[PLUG] [OT] Content in UTF-8 encoding : how often do you come across it ?

2008-12-12 Thread Sankarshan Mukhopadhyay
This is somewhat [OT] but I wanted to ask - how often do you come
across web content that is in UTF-8 and is available under an
appropriate license that allows sharing and distribution ?

If not enough local language content is available (in the region) in
UTF-8, do you have any thoughts on why that would be so ? Especially
given the prolific amount of published literature that one sees.

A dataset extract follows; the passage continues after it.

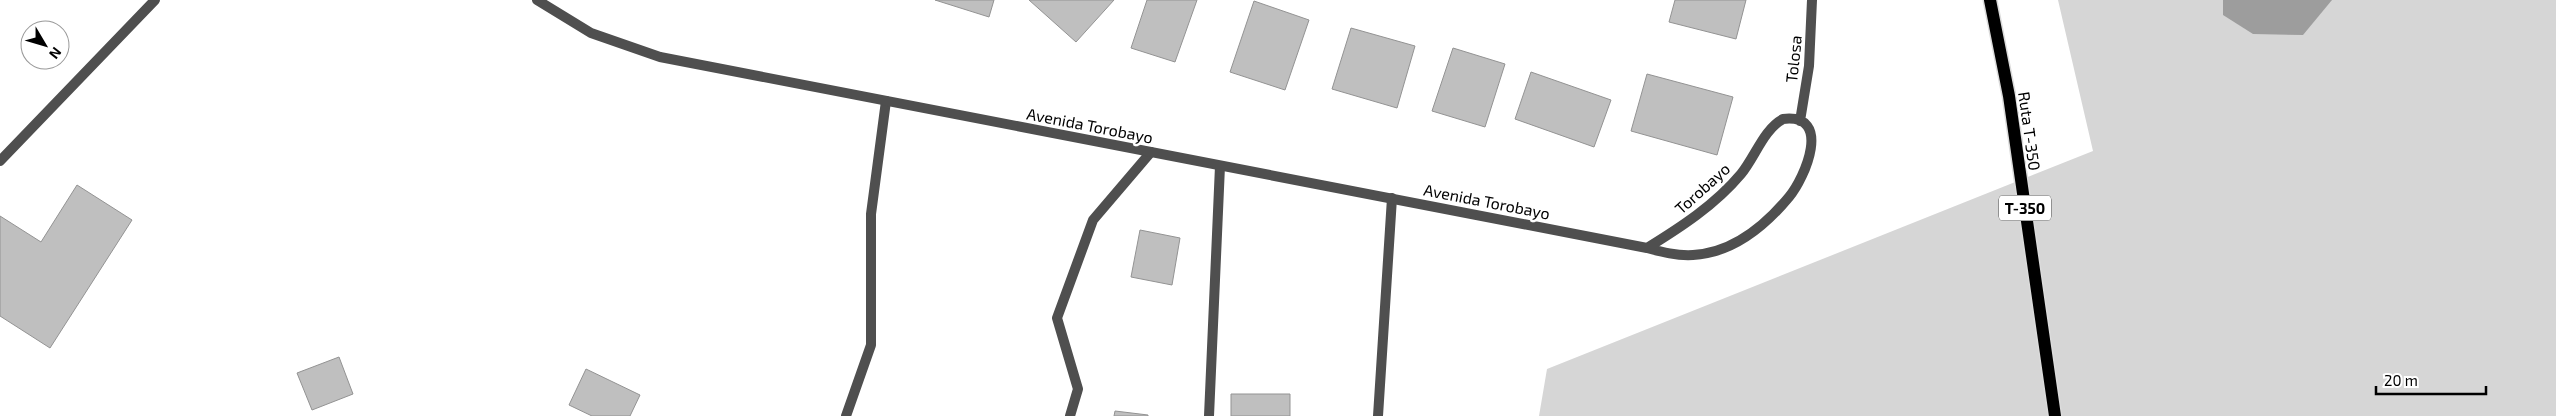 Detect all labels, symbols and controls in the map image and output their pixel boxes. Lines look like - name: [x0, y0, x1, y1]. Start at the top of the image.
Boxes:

Additionally, do you know of any sources whereby children's rhymes in
the local language can be available so as to propose an inclusion of
them as part of OLPC and like projects ?

~sankarshan

-- 
You see things; and you say 'Why?';
But I dream things that never were;
and I say 'Why not?' - George Bernard Shaw

--
__
Pune GNU/Linux Users Group Mailing List:  (plug-mail@plug.org.in)
List Information:  http://plug.org.in/cgi-bin/mailman/listinfo/plug-mail
Send 'help' to plug-mail-requ...@plug.org.in for mailing instructions.


Re: [PLUG] [OT] Content in UTF-8 encoding : how often do you come across it ?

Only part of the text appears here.